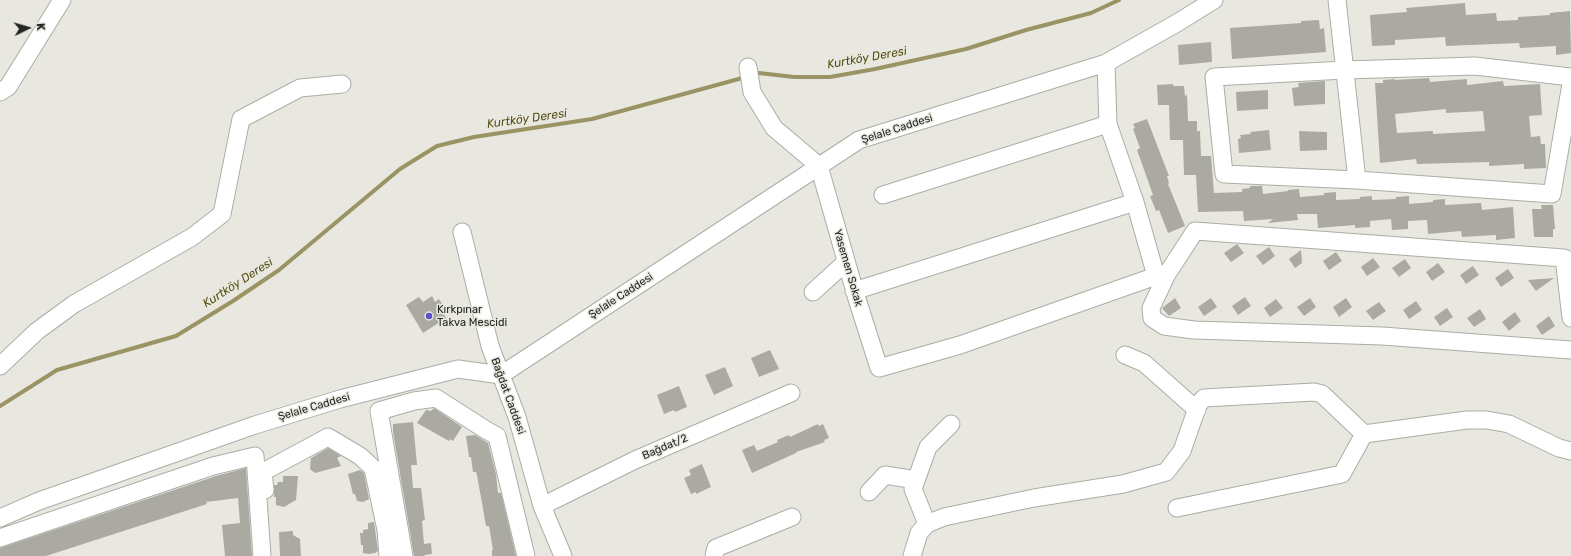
<!DOCTYPE html>
<meta charset="utf-8">
<style>
body{margin:0}
#map{position:relative;width:1571px;height:556px;overflow:hidden;background:#e9e8e0;font-family:Rubik,sans-serif}
canvas{display:block}
.north{position:absolute;left:8px;top:8px;width:40px;height:40px;-webkit-text-stroke:3px #e9e8e0;paint-order:stroke;rotate:85deg;font-size:11px;font-weight:700;line-height:16px;text-align:center;color:#252522}
.north::after{content:'';display:block;margin:auto;width:14px;height:18px;background:#252522;clip-path:polygon(50% 0,100% 100%,50% 72%,0 100%)}
</style>
<div id="map">
<canvas width="1571" height="556"></canvas>
<div class="north">K</div>
</div>
<script>
const c = document.querySelector('canvas').getContext('2d');
c.lineJoin = 'round';
const toPath = rows => new Path2D(rows.map(r => 'M' + r).join(''));
function strokePath(path, color, width, dash) { c.strokeStyle = color; c.lineWidth = width; c.lineCap = dash ? 'butt' : 'round'; c.setLineDash(dash || []); c.stroke(path); }
function paint(path, color) { c.fillStyle = color; c.fill(path, 'evenodd'); }
function label(font, color, halo, rows, align = 'center') {
  c.font = font + ' Rubik,sans-serif'; c.lineWidth = 3; c.setLineDash([]); c.textBaseline = 'middle'; c.strokeStyle = halo; c.fillStyle = color; for (const [text, x, y, turn = 0] of rows) {
    c.save(); c.translate(x, y); c.rotate((+turn || 0) * Math.PI / 180); c.textAlign = isNaN(turn) ? turn : align; if (halo) c.strokeText(text, 0, 0); c.fillText(text, 0, 0); c.restore();
  }
}
const stream = toPath([
 [754,75,759,73,794,77,830,77,875,69,966,49,1026,30,1091,13,1119,0],
 [0,406,57,370,176,336,233,301,279,270,400,169,437,146,474,137,592,119,746,77]
]);
const building = toPath([
 [1465,3,1466,15,1496,13,1497,21,1518,20,1518,17,1550,15,1550,13,1570,11,1571,53,1556,55,1556,46,1520,48,1519,43,1446,46,1445,37,1395,40,1395,45,1372,46,1370,15,1407,12,1406,8],
 [1319,20,1320,29,1324,28,1326,52,1232,59,1230,28,1301,23,1301,21],
 [1211,42,1212,62,1179,65,1178,45],
 [1429,78,1430,82,1467,79,1467,85,1503,81,1504,86,1540,84,1542,115,1529,116,1531,137,1540,136,1541,144,1545,144,1546,168,1524,169,1524,164,1489,166,1489,162,1417,164,1416,159,1380,163,1375,83,1383,83,1383,80,1395,79,1395,80],
 [1446,109,1446,113,1483,111,1485,131,1433,134,1433,131,1397,133,1395,114],
 [1325,81,1325,104,1294,106,1292,88,1299,87,1298,83],
 [1173,84,1173,86,1184,86,1185,96,1187,95,1188,121,1197,121,1197,131,1200,131,1201,156,1211,156,1214,193,1242,192,1242,189,1250,188,1250,186,1262,186,1263,194,1288,191,1288,190,1299,189,1300,197,1324,195,1324,193,1336,192,1336,200,1360,199,1360,197,1372,196,1372,200,1396,199,1396,197,1409,196,1409,204,1433,202,1433,200,1445,199,1445,205,1481,203,1482,210,1513,207,1515,238,1496,240,1496,235,1462,237,1461,231,1428,234,1427,220,1408,221,1408,229,1392,230,1391,219,1370,221,1370,227,1355,228,1355,225,1318,228,1317,214,1297,214,1298,220,1268,223,1273,219,1244,221,1243,211,1198,212,1196,175,1184,175,1183,140,1170,140,1169,105,1158,105,1157,85],
 [1268,90,1268,109,1237,111,1236,92],
 [1147,119,1169,176,1167,176,1169,183,1168,184,1185,226,1168,233,1159,210,1156,211,1150,196,1153,195,1137,150,1140,148,1133,129,1135,128,1133,124],
 [1269,130,1271,150,1239,153,1238,139,1241,138,1240,135,1251,134,1250,132],
 [1299,131,1327,132,1327,150,1300,151],
 [1541,205,1553,205,1555,229,1553,229,1553,237,1534,237,1532,209,1542,209],
 [1237,244,1244,253,1231,262,1224,253],
 [1269,247,1275,256,1263,265,1256,256],
 [1301,250,1302,263,1295,268,1289,259],
 [1336,252,1342,261,1329,270,1323,261],
 [1373,258,1380,267,1367,276,1361,267],
 [1405,259,1411,268,1399,277,1392,268],
 [1438,263,1445,272,1432,281,1426,272],
 [1473,266,1479,275,1466,284,1460,275],
 [1508,269,1514,278,1501,287,1495,278],
 [1554,278,1536,291,1528,280],
 [432,296,435,302,439,299,447,312,444,314,446,318,423,333,406,305,419,297,423,302],
 [1245,297,1251,306,1238,315,1232,306],
 [1175,298,1181,308,1169,316,1162,308],
 [1211,298,1217,307,1204,316,1198,307],
 [1310,298,1316,307,1304,316,1297,307],
 [1346,298,1352,307,1339,317,1333,307],
 [1276,299,1283,308,1270,317,1264,308],
 [1416,301,1422,310,1409,319,1403,310],
 [1379,302,1386,311,1373,320,1366,311],
 [1447,308,1453,317,1440,326,1434,317],
 [1480,309,1486,319,1474,327,1467,318],
 [1515,312,1521,321,1509,331,1502,322],
 [1549,316,1555,326,1542,335,1536,326],
 [770,350,779,369,759,377,751,358],
 [725,367,733,386,714,395,705,375],
 [679,386,687,407,675,412,674,410,664,414,657,395],
 [434,408,462,427,453,441,450,439,449,441,417,423,426,410,431,411],
 [413,422,417,465,411,465,413,488,421,488,425,520,422,521,424,544,431,543,432,554,424,555,425,556,414,556,393,432,393,424],
 [818,424,819,426,823,424,829,438,824,440,825,442,796,452,796,453,752,473,742,450,754,445,757,451,778,442,777,440,789,435,790,437],
 [475,435,488,443,496,474,498,493,501,493,516,556,492,556,492,550,493,550,489,526,486,526,477,475,476,472,473,472,471,457,469,457,466,436],
 [328,448,341,456,337,458,341,466,315,473,310,469,311,458],
 [702,464,711,487,696,494,696,492,691,494,684,478,691,475,689,470],
 [246,468,252,556,225,556,222,525,240,523,238,498,206,502,207,504,46,556,0,556,0,548,216,476],
 [360,470,364,473,369,499,363,502,357,501,355,494,353,494,348,474],
 [283,476,298,476,296,500,284,507,276,505,276,497,274,497,274,485,277,485,278,482,283,482],
 [374,522,378,551,375,553,369,554,363,553,363,545,361,545,360,533,363,533,363,530,368,529,368,523],
 [293,531,293,535,300,539,301,556,280,556,279,532]
]);
const minor = toPath([
 [1337,0,1357,180,1552,194,1571,84],
 [748,67,752,92,774,128,819,166,857,299,879,368,960,345,1156,276,1135,202,1108,124,1106,63],
 [0,92,8,87,62,0],
 [1357,180,1224,174,1214,77,1345,70,1475,66,1571,77],
 [883,195,1108,124],
 [462,232,490,346,517,417,542,506,563,556],
 [1564,258,1571,318],
 [1571,261,1564,258,1195,231,1167,274,1151,308,1152,318,1164,326,1194,330,1382,336,1571,350],
 [854,291,1135,202],
 [813,292,846,262],
 [1125,355,1144,363,1197,410],
 [0,366,37,331,74,304,192,237,222,214,241,119,300,88,342,84],
 [265,490,263,472,328,437,360,456,373,468,386,530,388,556],
 [869,492,885,475,916,480],
 [542,506,635,460,791,393],
 [1177,508,1342,474,1364,434],
 [0,518,39,501,255,425,340,399,458,369,501,375,859,140,1106,63,1177,23,1214,0],
 [927,524,913,489,928,447,951,424],
 [0,538,213,466,255,456,262,556],
 [404,556,379,411,414,401,436,398,486,430,497,436,526,556],
 [714,556,716,548,792,517],
 [912,556,919,533,927,524,944,517,1034,498,1123,484,1166,472,1182,451,1198,405,1204,398,1314,392,1322,394,1364,434,1467,420,1487,420,1509,424,1559,448,1571,451]
]);
const markers = [
 [429,316,4,"#5b53cb"]
];
const streetNames = [
 ["Şelale Caddesi",897,129,-18],
 ["Yasemen Sokak",848,268,74],
 ["Şelale Caddesi",621,296,-33],
 ["Bağdat Caddesi",508,396,70],
 ["Şelale Caddesi",314,407,-16],
 ["Bağdat/2",665,447,-23]
];
const poiNames = [
 ["Kırkpınar",437,310],
 ["Takva Mescidi",437,323]
];
const waterNames = [
 ["Kurtköy Deresi",867,58,-10],
 ["Kurtköy Deresi",527,119,-8],
 ["Kurtköy Deresi",238,283,-33]
];
strokePath(stream, '#9a9364', 4);
paint(building, '#abaaa2');
strokePath(minor, '#adada5', 19);
strokePath(minor, '#fff', 17);
for (const [x, y, r, color] of markers) { const dot = new Path2D(); dot.arc(x, y, r, 0, 2 * Math.PI); c.fillStyle = color; c.fill(dot); strokePath(dot, '#e9e8e0', 1.5); }
label('11px', '#252522', '#e9e8e0', streetNames);
label('11px', '#252522', '#e9e8e0', poiNames, 'left');
label('italic 12px', '#585016', '#e9e8e0', waterNames);
</script>
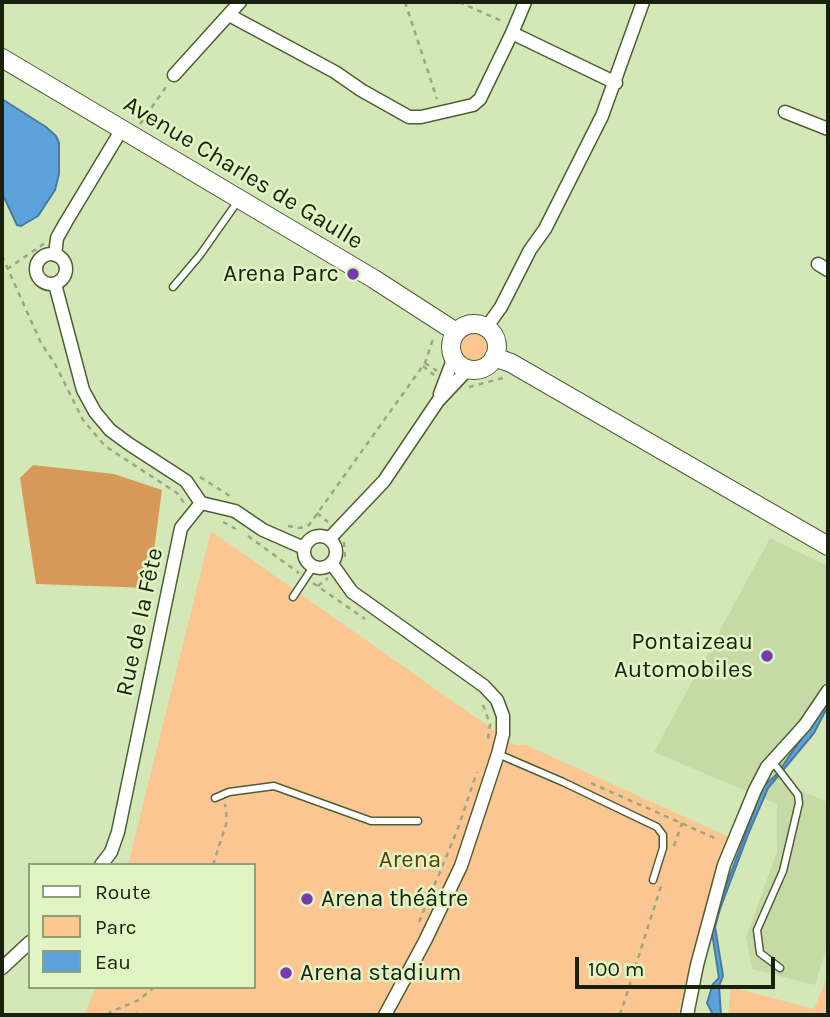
<!DOCTYPE html>
<meta charset="utf-8">
<style>
body{margin:0}
#map{position:relative;width:830px;height:1017px;overflow:hidden;background:#d4e8b7;font-family:Karla,sans-serif}
canvas{display:block}
.frame{position:absolute;inset:0;border:4px solid #19200e;pointer-events:none}
.legend{position:absolute;left:28px;top:863px;width:228px;height:126px;box-sizing:border-box;background:#e1f5c4;border:2px solid #91a07b;margin:0;padding:9px 12px;list-style:none;font-size:21px;color:#19200e}
.legend li{display:flex;align-items:center;gap:14px;height:35px}
.legend b{width:35px;border:2px solid #91a07b}
.scale{position:absolute;left:575px;top:957px;width:200px;height:32px;box-sizing:border-box;border:4px solid #19200e;border-top:0;padding-left:9px;font-size:21px;line-height:24px;white-space:nowrap;color:#19200e;-webkit-text-stroke:5px #e1f5c4;paint-order:stroke}
</style>
<div id="map">
<canvas width="830" height="1017"></canvas>
<div class="frame"></div>
<ul class="legend">
<li><b style="height:9px;background:#fff"></b>Route</li>
<li><b style="height:19px;background:#fbc692"></b>Parc</li>
<li><b style="height:19px;background:#5ea2dc"></b>Eau</li>
</ul>
<div class="scale">100 m</div>
</div>
<script>
const g = document.querySelector('canvas').getContext('2d');
g.lineJoin = 'round';
function paint(path, color) { g.fillStyle = color; g.fill(path, 'evenodd'); }
const toPath = rows => new Path2D(rows.map(r => 'M' + r).join(''));
function trace(path, color, width, dash) { g.strokeStyle = color; g.lineWidth = width; g.lineCap = dash ? 'butt' : 'round'; g.setLineDash(dash || []); g.stroke(path); }
function label(font, color, halo, rows, align = 'center') {
  g.font = font + ' Karla,sans-serif'; g.lineWidth = 5; g.setLineDash([]); g.textBaseline = 'middle'; g.strokeStyle = halo; g.fillStyle = color; for (const [text, x, y, turn = 0] of rows) {
    g.save(); g.translate(x, y); g.rotate((+turn || 0) * Math.PI / 180); g.textAlign = isNaN(turn) ? turn : align; if (halo) g.strokeText(text, 0, 0); g.fillText(text, 0, 0); g.restore();
  }
}
const built = toPath([
 [770,538,828,566,828,685,779,782,828,802,828,944,815,985,752,969,746,937,777,852,777,804,654,752]
]);
const green = toPath([
 '459 347a14 14 0 1 1 28 0a14 14 0 1 1-28 0Z',
 [211,531,515,745,526,745,729,837,708,897,678,1015,84,1015,96,987,254,987,254,865,128,865],
 [828,975,828,1015,728,1015,731,987,814,1009]
]);
const forest = toPath([
 [33,465,114,474,162,490,149,588,36,584,20,478]
]);
const water = toPath([
 [2,99,46,127,56,136,59,143,59,174,55,190,38,216,21,226,17,225,2,193,2,99],
 [828,700,828,706,814,733,768,788,749,832,720,909,715,927,723,976,719,986,721,1015,713,1015,707,1003,713,984,719,978,711,926,763,787,777,774,828,700]
]);
const path = toPath([
 [405,2,437,99],
 [459,2,504,22],
 [140,124,168,84],
 [2,256,41,343,55,364,83,420,105,446,177,493,184,503],
 [7,269,45,243],
 [425,363,437,371],
 [423,366,434,375],
 [469,387,503,378],
 [200,477,230,496],
 [317,513,328,522],
 [223,522,236,529],
 [288,526,300,528,309,525,425,363,434,336],
 [248,536,299,573],
 [344,542,345,559],
 [313,583,365,619],
 [318,586,328,578],
 [483,705,490,724,488,739],
 [591,783,719,840],
 [674,846,682,823],
 [213,865,227,821,225,804],
 [419,922,457,831,477,772],
 [108,1015,110,1012,139,1000,154,987],
 [133,1015,139,1013,146,1015],
 [620,1015,661,886]
]);
const service = toPath([
 [173,287,200,255,238,201],
 [293,597,313,567],
 [498,754,563,782,657,827,663,835,663,848,653,880],
 [772,761,798,795,799,803,783,871,757,930,760,953,780,968],
 [215,798,229,792,274,786,371,821,418,821]
]);
const minor = toPath([
 [229,15,335,72,361,90,409,117,421,117,473,105,480,99,512,33,616,83],
 [512,33,525,2],
 [174,75,240,2],
 [785,112,828,129],
 '36 269a15 15 0 1 1 30 0a15 15 0 1 1-30 0Z',
 [55,255,57,238,66,222,122,129],
 [818,264,828,270],
 [55,284,83,390,95,412,110,430,129,444,186,481,201,503],
 [486,328,501,307,530,250,545,229,602,116,643,2],
 [440,394,454,357],
 [201,503,235,511,263,530,304,548],
 '304 552a16 16 0 1 1 32 0a16 16 0 1 1-32 0Z',
 [329,539,384,481,438,401,468,369],
 [332,564,352,592,484,686,497,700,503,716,503,734,498,754,461,866,425,941,385,1015],
 [101,865,111,852,118,832,181,528,201,503],
 [2,968,30,942],
 [687,1015,697,965,724,865,755,790,767,767,805,725,828,691]
]);
const secondary = toPath([
 [2,58,374,279,456,332],
 '451 347a23 23 0 1 1 46 0a23 23 0 1 1-46 0Z',
 [494,357,511,363,828,546]
]);
const markers = [
 [353,274,7,"#7a3aaf"],
 [767,656,7,"#7a3aaf"],
 [307,899,7,"#7a3aaf"],
 [286,973,7,"#7a3aaf"]
];
const streetNames = [
 ["Avenue Charles de Gaulle",243,173,31],
 ["Rue de la Fête",140,622,-78]
];
const poiNames = [
 ["Arena Parc",339,274],
 ["Pontaizeau",753,642],
 ["Automobiles",753,670],
 ["Arena théâtre",321,899,"left"],
 ["Arena stadium",300,973,"left"]
];
const parkNames = [
 ["Arena",410,860]
];
paint(built, '#c5daa5');
paint(green, '#fbc692');
paint(forest, '#d79959');
paint(water, '#5ea2dc');
trace(water, '#497b9e', 2);
trace(service, '#4e5e33', 9);
trace(minor, '#4e5e33', 15);
trace(secondary, '#4e5e33', 20);
trace(path, '#98a881', 2.5, [5, 5]);
trace(service, '#fff', 6);
trace(minor, '#fff', 12);
trace(secondary, '#fff', 18);
for (const [x, y, r, color] of markers) { const dot = new Path2D(); dot.arc(x, y, r, 0, 2 * Math.PI); g.fillStyle = color; g.fill(dot); trace(dot, '#e1f5c4', 2.5); }
label('24px', '#19200e', '#e1f5c4', streetNames);
label('24px', '#19200e', '#e1f5c4', poiNames, 'right');
label('24px', '#653c07', '#e1f5c4', parkNames);
</script>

━━━━━━━━━━━━━━━━

What is needed is the number of lines in the data that contain "function", given with nothing else.

6